- Smoking kills 6 million a year and is the leading cause of ill health
- Vaping healthier than cigarettes due to not having other chemicals inside
- Tobacco smokers may be able to prevent artery cell damage by vaping
- Marcus Munafo is a professor of psychology at University of Bristol
Tobacco still kills six million people around the world every year.
Despite huge public health efforts to help people quit and prevent young people starting, smoking remains the single greatest cause of ill health and premature death.
And even with restrictions on tobacco advertising and smoking in public places, many young people continue to take up smoking.
The situation is even worse in poorer countries, where support to stop smoking is limited, and tobacco control policies weaker.
So in light of this, how should we view the increasing popularity of electronic cigarettes?
The gadgets deliver a nicotine hit by heating a nicotine-containing propylene glycol (e-liquid) to create an aerosol (usually called ‘vapour’), which is inhaled.
Put simply, they deliver nicotine almost as effectively as a conventional cigarette, but without the vast majority of other chemicals present in tobacco smoke (either from the tobacco itself, or as a result of the burning process).
THE CULTURE OF ‘VAPING’
A whole culture is emerging around ‘vaping’.
Many devices offer a range of power settings, and a vast array of e-liquids is on offer, with varying nicotine contents and flavours.

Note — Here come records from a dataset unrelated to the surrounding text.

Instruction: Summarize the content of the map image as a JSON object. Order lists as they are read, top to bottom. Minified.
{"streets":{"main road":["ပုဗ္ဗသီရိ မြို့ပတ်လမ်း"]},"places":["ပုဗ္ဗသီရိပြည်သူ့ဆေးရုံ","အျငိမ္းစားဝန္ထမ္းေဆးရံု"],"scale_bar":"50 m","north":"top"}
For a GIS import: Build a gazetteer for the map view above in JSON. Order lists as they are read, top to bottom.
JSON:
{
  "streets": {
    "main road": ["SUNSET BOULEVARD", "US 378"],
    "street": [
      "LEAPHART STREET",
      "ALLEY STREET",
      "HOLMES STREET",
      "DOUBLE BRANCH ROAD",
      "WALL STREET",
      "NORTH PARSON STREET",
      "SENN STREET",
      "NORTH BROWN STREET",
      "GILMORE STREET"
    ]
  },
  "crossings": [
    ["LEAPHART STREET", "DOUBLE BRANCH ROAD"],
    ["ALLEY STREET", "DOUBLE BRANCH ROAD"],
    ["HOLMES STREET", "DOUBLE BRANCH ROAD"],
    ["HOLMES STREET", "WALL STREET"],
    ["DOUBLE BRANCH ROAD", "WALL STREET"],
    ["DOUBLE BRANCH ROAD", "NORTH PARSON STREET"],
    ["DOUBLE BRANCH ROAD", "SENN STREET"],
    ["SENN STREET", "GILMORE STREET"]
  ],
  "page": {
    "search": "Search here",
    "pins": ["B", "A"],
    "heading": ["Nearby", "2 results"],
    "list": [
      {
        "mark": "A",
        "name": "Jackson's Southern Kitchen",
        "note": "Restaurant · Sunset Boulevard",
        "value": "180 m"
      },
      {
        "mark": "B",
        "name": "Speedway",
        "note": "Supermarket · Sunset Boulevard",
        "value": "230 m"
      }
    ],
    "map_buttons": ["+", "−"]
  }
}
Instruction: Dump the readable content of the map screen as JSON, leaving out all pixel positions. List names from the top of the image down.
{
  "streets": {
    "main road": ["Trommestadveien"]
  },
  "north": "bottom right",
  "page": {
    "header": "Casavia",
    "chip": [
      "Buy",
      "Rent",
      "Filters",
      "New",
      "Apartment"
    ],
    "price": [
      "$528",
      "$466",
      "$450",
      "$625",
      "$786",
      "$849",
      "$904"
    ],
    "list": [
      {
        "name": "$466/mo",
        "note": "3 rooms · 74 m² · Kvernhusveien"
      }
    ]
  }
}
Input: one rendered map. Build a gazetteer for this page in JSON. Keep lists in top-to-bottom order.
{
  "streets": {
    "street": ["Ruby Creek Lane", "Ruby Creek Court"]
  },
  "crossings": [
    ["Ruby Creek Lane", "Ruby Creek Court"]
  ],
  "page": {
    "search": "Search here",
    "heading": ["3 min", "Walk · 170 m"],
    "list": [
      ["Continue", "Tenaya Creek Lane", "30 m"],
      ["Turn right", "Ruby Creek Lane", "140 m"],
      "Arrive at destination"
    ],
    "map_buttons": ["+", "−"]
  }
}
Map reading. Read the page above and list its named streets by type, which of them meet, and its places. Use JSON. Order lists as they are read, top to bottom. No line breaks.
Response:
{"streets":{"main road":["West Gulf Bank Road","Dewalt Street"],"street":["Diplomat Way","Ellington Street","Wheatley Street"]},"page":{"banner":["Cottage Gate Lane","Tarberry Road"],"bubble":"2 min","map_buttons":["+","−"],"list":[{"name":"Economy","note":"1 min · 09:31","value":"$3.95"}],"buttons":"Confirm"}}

Enthusiasts often apply modifications to their devices, and engage in ‘cloud chasing’ – competing to produce the largest and most interesting clouds of vapour.
And yes, young people are experimenting with e-cigarettes (in the same way that they have always experimented with pretty much everything), although at the moment there is no strong evidence this is leading to subsequent cigarette use, or even long-term e-cigarette use.
The rapid growth in use of e-cigarettes, especially among smokers trying to cut down or quit, has taken the public health community and the tobacco industry by surprise.
Both are struggling to catch up.
Health professionals are hurrying to carry out research to develop evidence-based guidelines and policies.
Meanwhile, the tobacco industry is buying up e-cigarette companies and introducing its own products onto the market.
SHOULD WE BE CONCERNED?
So how concerned should we be about this emerging and disruptive technology?
Should we encourage existing smokers to use e-cigarettes to help them stop smoking, even if this means they continue using nicotine long-term?
In the United Kingdom there is some consensus that smokers should be encouraged to use e-cigarettes if they feel they might help, and the National Centre for Smoking Cessation and Training is supportive of their use.
Part of the reason many vapers feel so passionately about the subject (and react strongly when they feel that vaping is being unfairly attacked) is that for the first time, through the use of e-cigarettes, they have felt able to take control of their nicotine habit, stop smoking, and reassert some control over their health, without being medicalised in the process.
But a problem remains in the lack of information on the possible harm of e-cigarettes.
This is unlikely to change any time soon, since the health effects of tobacco use can take several decades to emerge, and it’s probable the same will be true for e-cigarettes.
Nothing is entirely risk-free, but the vastly reduced number of chemicals present in e-cigarette vapour compared to tobacco smoke means we can be confident that vaping will be much, much less harmful than smoking.
As part of the investigation into the effects of e-cigarettes, we investigated how the cells found in the arteries of the heart, known as human coronary artery endothelial cells, responded when they were exposed to both e-cigarette vapour and conventional cigarette smoke.
We found the cells showed a clear stress response from the cigarette smoke, but not from the electronic cigarette.
This suggests tobacco smokers may be able to reduce immediate tobacco-related harm by switching from conventional cigarettes to e-cigarettes.
Many people find it difficult to function without their first caffeine hit of the day.
But no one is seriously calling for coffee shops to be dismantled or regulated.
Nicotine is addictive, but much less so on its own than in tobacco, where other chemicals enhance its effect.
At the doses consumed by vapers the harm is likely to be very low (although we need to continue to research this), and many vapers actually gradually move to zero nicotine content e-liquids, even while continuing to vape.
Of course, we may end up with a large population of long-term nicotine users who use e-cigarettes to deliver nicotine rather than cigarettes, but all of the evidence at the moment suggests that this population will almost entirely comprise ex-smokers.
This would produce a vast public health gain.
We must be careful not to restrict smokers’ access to e-cigarettes, or over-state the potential harm of their use, if this will put people off making the transition from smoking to vaping.
To do so would deny us one of the greatest public health improving opportunities of the last 50 years.